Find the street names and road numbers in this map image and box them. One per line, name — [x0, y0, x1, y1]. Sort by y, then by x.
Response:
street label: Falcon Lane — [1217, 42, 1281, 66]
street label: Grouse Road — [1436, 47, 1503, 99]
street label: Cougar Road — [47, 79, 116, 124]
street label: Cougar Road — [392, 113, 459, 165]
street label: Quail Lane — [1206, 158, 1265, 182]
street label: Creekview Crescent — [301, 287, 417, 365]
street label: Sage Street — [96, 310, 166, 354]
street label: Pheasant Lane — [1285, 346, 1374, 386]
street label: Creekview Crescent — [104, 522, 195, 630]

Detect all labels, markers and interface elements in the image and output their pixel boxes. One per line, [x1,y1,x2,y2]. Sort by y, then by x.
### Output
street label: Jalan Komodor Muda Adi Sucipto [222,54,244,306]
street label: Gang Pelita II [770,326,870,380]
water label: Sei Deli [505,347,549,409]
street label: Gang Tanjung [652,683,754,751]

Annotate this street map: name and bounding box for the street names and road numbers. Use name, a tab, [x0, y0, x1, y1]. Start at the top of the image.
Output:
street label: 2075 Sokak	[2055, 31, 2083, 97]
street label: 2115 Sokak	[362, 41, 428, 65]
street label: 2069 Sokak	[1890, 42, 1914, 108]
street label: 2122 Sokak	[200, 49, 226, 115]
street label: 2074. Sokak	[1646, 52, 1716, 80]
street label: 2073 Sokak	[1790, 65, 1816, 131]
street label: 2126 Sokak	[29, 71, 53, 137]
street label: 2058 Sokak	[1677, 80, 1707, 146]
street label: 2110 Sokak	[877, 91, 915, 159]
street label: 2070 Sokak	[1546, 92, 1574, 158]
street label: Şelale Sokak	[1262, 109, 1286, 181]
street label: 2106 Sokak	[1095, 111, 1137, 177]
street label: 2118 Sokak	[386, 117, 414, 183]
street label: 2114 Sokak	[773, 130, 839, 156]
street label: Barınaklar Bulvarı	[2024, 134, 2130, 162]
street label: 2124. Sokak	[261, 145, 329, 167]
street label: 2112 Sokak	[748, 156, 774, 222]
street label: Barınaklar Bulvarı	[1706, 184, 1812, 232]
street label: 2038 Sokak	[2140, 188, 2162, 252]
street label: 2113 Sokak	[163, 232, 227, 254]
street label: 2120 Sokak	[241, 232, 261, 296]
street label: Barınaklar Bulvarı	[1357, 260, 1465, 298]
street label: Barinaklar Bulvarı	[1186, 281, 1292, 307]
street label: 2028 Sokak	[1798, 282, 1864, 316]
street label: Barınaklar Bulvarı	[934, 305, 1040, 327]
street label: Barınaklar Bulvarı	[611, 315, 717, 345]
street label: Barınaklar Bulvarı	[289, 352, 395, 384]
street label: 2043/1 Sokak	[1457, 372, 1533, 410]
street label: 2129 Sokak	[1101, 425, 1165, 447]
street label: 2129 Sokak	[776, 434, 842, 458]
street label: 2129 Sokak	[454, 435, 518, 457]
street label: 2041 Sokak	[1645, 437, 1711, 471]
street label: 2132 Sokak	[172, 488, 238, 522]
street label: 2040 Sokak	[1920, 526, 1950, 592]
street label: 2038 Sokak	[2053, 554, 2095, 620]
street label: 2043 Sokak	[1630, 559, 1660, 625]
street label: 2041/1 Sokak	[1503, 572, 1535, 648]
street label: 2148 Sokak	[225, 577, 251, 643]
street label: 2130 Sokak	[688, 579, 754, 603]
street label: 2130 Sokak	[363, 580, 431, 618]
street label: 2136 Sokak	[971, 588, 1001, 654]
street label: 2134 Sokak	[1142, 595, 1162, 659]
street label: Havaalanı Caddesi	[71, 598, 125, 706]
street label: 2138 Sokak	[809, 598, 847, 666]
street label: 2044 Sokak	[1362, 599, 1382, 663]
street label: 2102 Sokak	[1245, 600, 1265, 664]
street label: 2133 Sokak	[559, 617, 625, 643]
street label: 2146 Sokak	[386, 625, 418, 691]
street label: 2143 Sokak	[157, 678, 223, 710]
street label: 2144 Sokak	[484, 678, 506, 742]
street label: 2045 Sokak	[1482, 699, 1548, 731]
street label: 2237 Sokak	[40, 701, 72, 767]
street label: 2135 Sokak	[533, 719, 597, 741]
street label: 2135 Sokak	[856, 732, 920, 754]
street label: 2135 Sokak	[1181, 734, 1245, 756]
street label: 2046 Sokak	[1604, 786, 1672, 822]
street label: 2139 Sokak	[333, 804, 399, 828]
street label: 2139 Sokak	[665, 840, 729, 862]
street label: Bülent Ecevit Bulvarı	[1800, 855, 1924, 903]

## What is expected:
Reproduce the listing in full. Keep it exactly as written.

## Result:
Find the street names and road numbers in this map image and box them. One per line, name — [x0, y0, x1, y1]. Sort by y, then by x.
Response:
street label: Falcon Lane — [1217, 42, 1281, 66]
street label: Grouse Road — [1436, 47, 1503, 99]
street label: Cougar Road — [47, 79, 116, 124]
street label: Cougar Road — [392, 113, 459, 165]
street label: Quail Lane — [1206, 158, 1265, 182]
street label: Creekview Crescent — [301, 287, 417, 365]
street label: Sage Street — [96, 310, 166, 354]
street label: Pheasant Lane — [1285, 346, 1374, 386]
street label: Creekview Crescent — [104, 522, 195, 630]

Detect all labels, markers and interface elements in the image and output their pixel boxes. One per line, [x1,y1,x2,y2]. Sort by y, then by x.
### Output
street label: Jalan Komodor Muda Adi Sucipto [222,54,244,306]
street label: Gang Pelita II [770,326,870,380]
water label: Sei Deli [505,347,549,409]
street label: Gang Tanjung [652,683,754,751]

Annotate this street map: name and bounding box for the street names and road numbers. Use name, a tab, [x0, y0, x1, y1]. Start at the top of the image.
Output:
street label: 2075 Sokak	[2055, 31, 2083, 97]
street label: 2115 Sokak	[362, 41, 428, 65]
street label: 2069 Sokak	[1890, 42, 1914, 108]
street label: 2122 Sokak	[200, 49, 226, 115]
street label: 2074. Sokak	[1646, 52, 1716, 80]
street label: 2073 Sokak	[1790, 65, 1816, 131]
street label: 2126 Sokak	[29, 71, 53, 137]
street label: 2058 Sokak	[1677, 80, 1707, 146]
street label: 2110 Sokak	[877, 91, 915, 159]
street label: 2070 Sokak	[1546, 92, 1574, 158]
street label: Şelale Sokak	[1262, 109, 1286, 181]
street label: 2106 Sokak	[1095, 111, 1137, 177]
street label: 2118 Sokak	[386, 117, 414, 183]
street label: 2114 Sokak	[773, 130, 839, 156]
street label: Barınaklar Bulvarı	[2024, 134, 2130, 162]
street label: 2124. Sokak	[261, 145, 329, 167]
street label: 2112 Sokak	[748, 156, 774, 222]
street label: Barınaklar Bulvarı	[1706, 184, 1812, 232]
street label: 2038 Sokak	[2140, 188, 2162, 252]
street label: 2113 Sokak	[163, 232, 227, 254]
street label: 2120 Sokak	[241, 232, 261, 296]
street label: Barınaklar Bulvarı	[1357, 260, 1465, 298]
street label: Barinaklar Bulvarı	[1186, 281, 1292, 307]
street label: 2028 Sokak	[1798, 282, 1864, 316]
street label: Barınaklar Bulvarı	[934, 305, 1040, 327]
street label: Barınaklar Bulvarı	[611, 315, 717, 345]
street label: Barınaklar Bulvarı	[289, 352, 395, 384]
street label: 2043/1 Sokak	[1457, 372, 1533, 410]
street label: 2129 Sokak	[1101, 425, 1165, 447]
street label: 2129 Sokak	[776, 434, 842, 458]
street label: 2129 Sokak	[454, 435, 518, 457]
street label: 2041 Sokak	[1645, 437, 1711, 471]
street label: 2132 Sokak	[172, 488, 238, 522]
street label: 2040 Sokak	[1920, 526, 1950, 592]
street label: 2038 Sokak	[2053, 554, 2095, 620]
street label: 2043 Sokak	[1630, 559, 1660, 625]
street label: 2041/1 Sokak	[1503, 572, 1535, 648]
street label: 2148 Sokak	[225, 577, 251, 643]
street label: 2130 Sokak	[688, 579, 754, 603]
street label: 2130 Sokak	[363, 580, 431, 618]
street label: 2136 Sokak	[971, 588, 1001, 654]
street label: 2134 Sokak	[1142, 595, 1162, 659]
street label: Havaalanı Caddesi	[71, 598, 125, 706]
street label: 2138 Sokak	[809, 598, 847, 666]
street label: 2044 Sokak	[1362, 599, 1382, 663]
street label: 2102 Sokak	[1245, 600, 1265, 664]
street label: 2133 Sokak	[559, 617, 625, 643]
street label: 2146 Sokak	[386, 625, 418, 691]
street label: 2143 Sokak	[157, 678, 223, 710]
street label: 2144 Sokak	[484, 678, 506, 742]
street label: 2045 Sokak	[1482, 699, 1548, 731]
street label: 2237 Sokak	[40, 701, 72, 767]
street label: 2135 Sokak	[533, 719, 597, 741]
street label: 2135 Sokak	[856, 732, 920, 754]
street label: 2135 Sokak	[1181, 734, 1245, 756]
street label: 2046 Sokak	[1604, 786, 1672, 822]
street label: 2139 Sokak	[333, 804, 399, 828]
street label: 2139 Sokak	[665, 840, 729, 862]
street label: Bülent Ecevit Bulvarı	[1800, 855, 1924, 903]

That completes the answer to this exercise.